On notera tout de même la tentative du port du brassard aux couleurs du drapeau LGBTQ+ par les capitaines de certaines équipes en opposition aux discriminations homophobes du pays, balayée la veille du Mondial par la sanction par un carton jaune de la Fifa. A la probable grande satisfaction d’Hugo Lloris, qui avait d’ores et déjà affirmé qu’il ne le porterait pas personnellement, avec pour argument qu’il faut « respecter la culture du Qatar. » C’est vrai que bon, après tout, les gens amoureux qui se font traquer et emprisonner, c’est déjà pas une priorité dans le monde, alors encore moins dans celui du football. Petite pensée au PSG qui s’est très récemment vu sanctionné par la participation de ses joueurs à des chants homophobes… Enfin, soit. Après tout, les chants homophobes, ça fait partie intégrante du folklore du football. Ca aussi, c’est d’Hugo Lloris. Il en dit du bon, cet Hugo Lloris.

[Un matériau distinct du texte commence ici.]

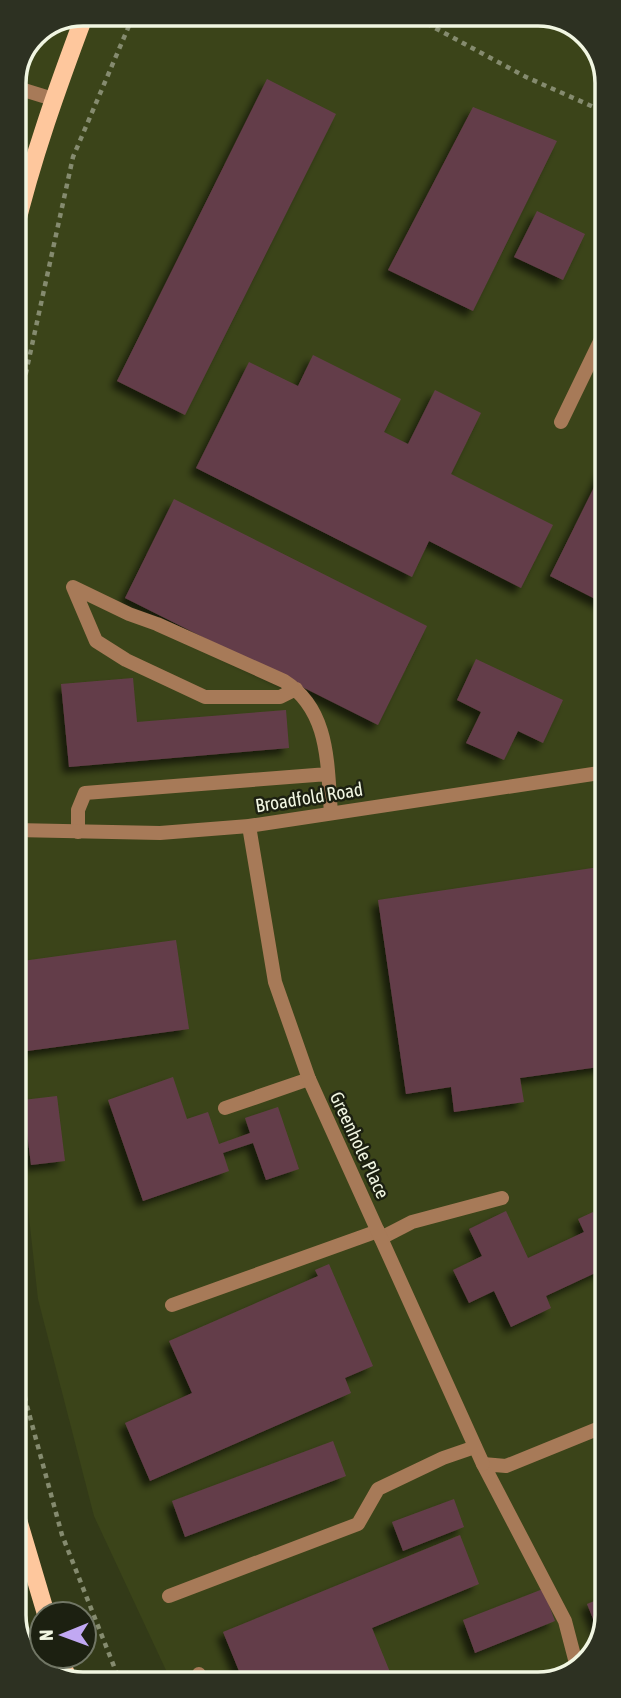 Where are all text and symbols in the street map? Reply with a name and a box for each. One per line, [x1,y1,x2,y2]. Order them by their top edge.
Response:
street label: Broadfold Road [254,778,364,816]
street label: Greenhole Place [326,1088,394,1202]
north arrow [28,1600,98,1670]
text: N [35,1629,57,1641] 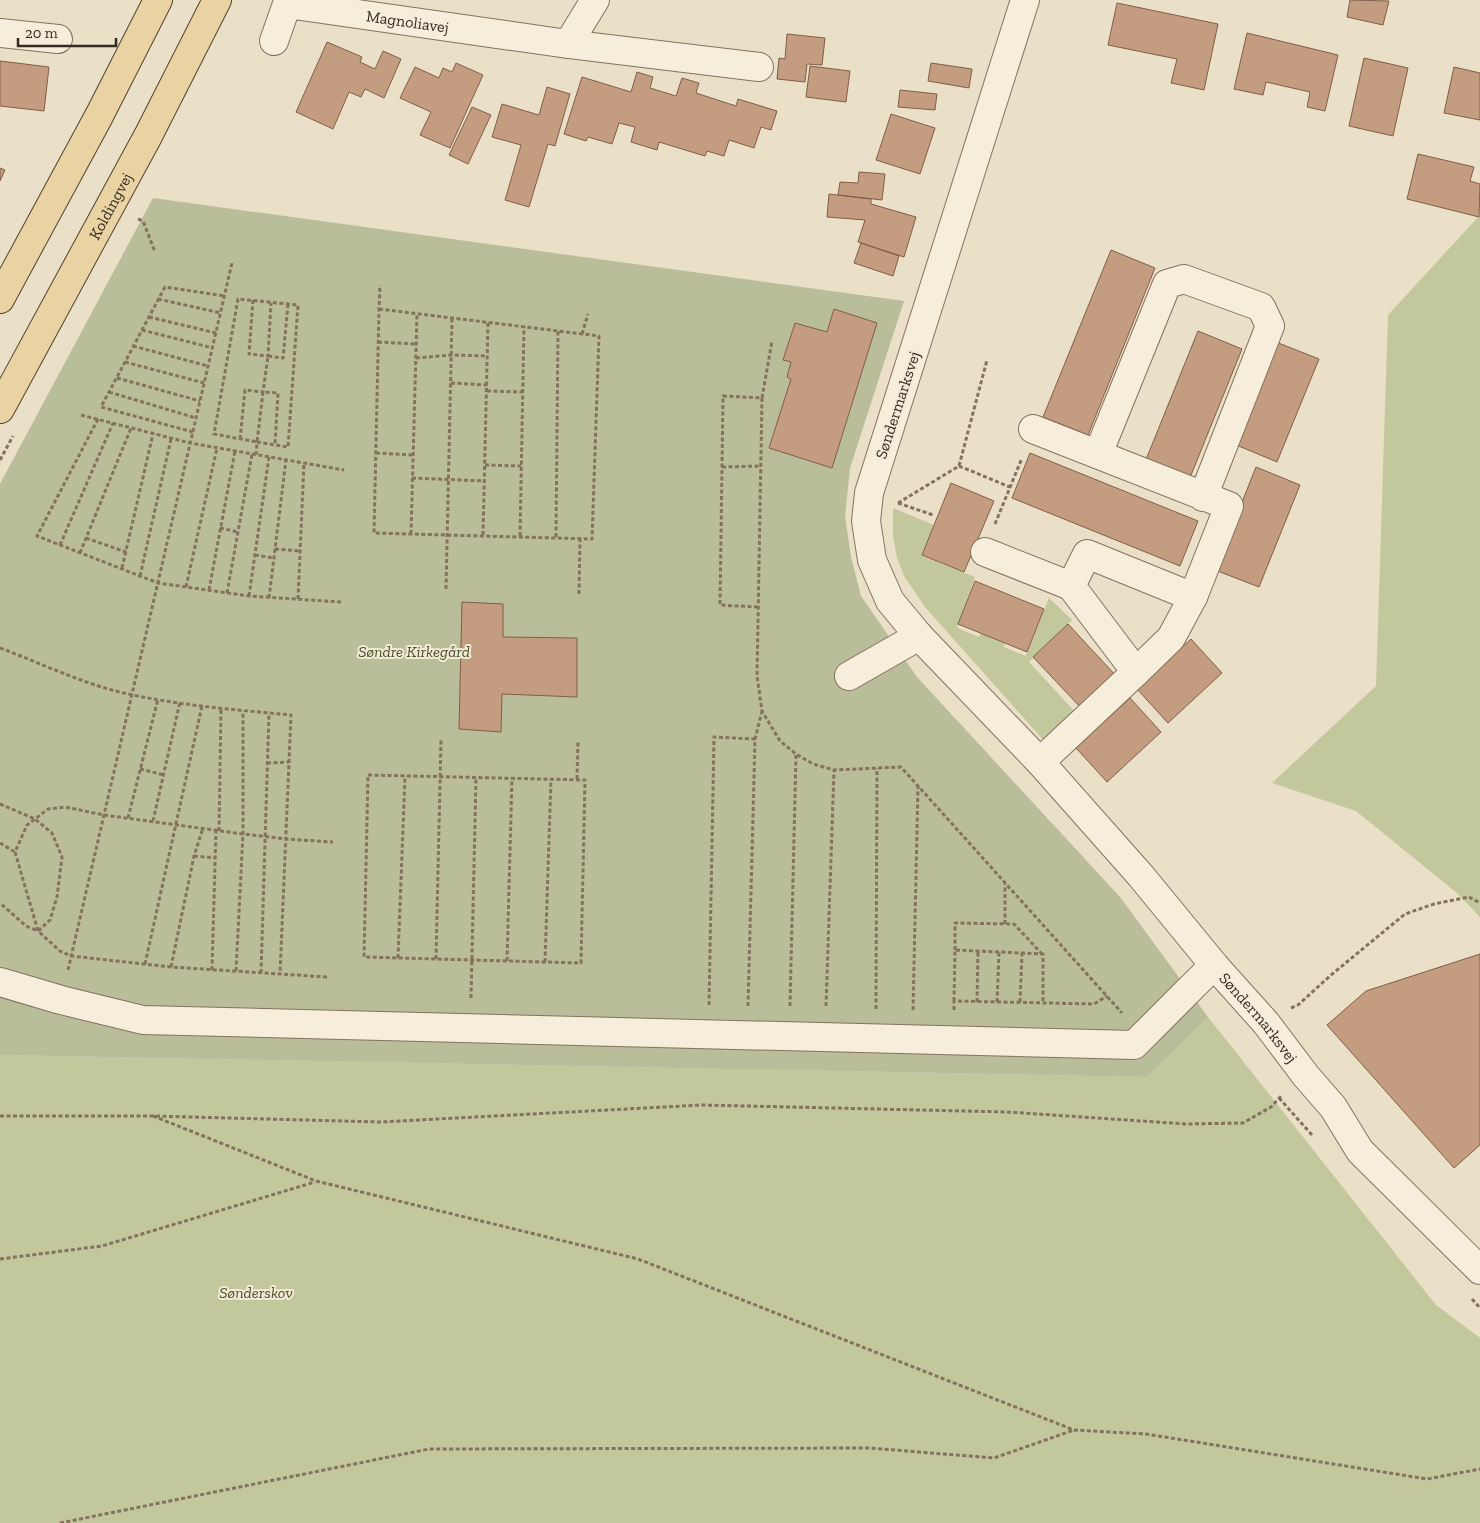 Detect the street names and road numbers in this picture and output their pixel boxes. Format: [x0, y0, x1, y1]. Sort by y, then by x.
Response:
street label: Magnoliavej [365, 6, 450, 37]
street label: Koldingvej [85, 169, 136, 243]
street label: Søndermarksvej [871, 349, 924, 461]
street label: Søndermarksvej [1215, 969, 1302, 1067]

Reprenons. S’ensuivent alors toutes ces années de construction. Et enfin, 2022, la coupe du monde commence ! Fantastique !
Et de façon assez prévisible, pour une question de bonne conscience probablement, on s’octroiera le droit de fermer les yeux sur les points précédents. Parce que c’est finalement la meilleure façon d’esquiver la culpabilité, et de mettre à part la réalité le temps d’un tournoi.

Mais peut-on réellement mettre à part ?
Dans quelle mesure peut-on mettre de côté un tel mépris des droits humains et de la planète au nom du sport ? 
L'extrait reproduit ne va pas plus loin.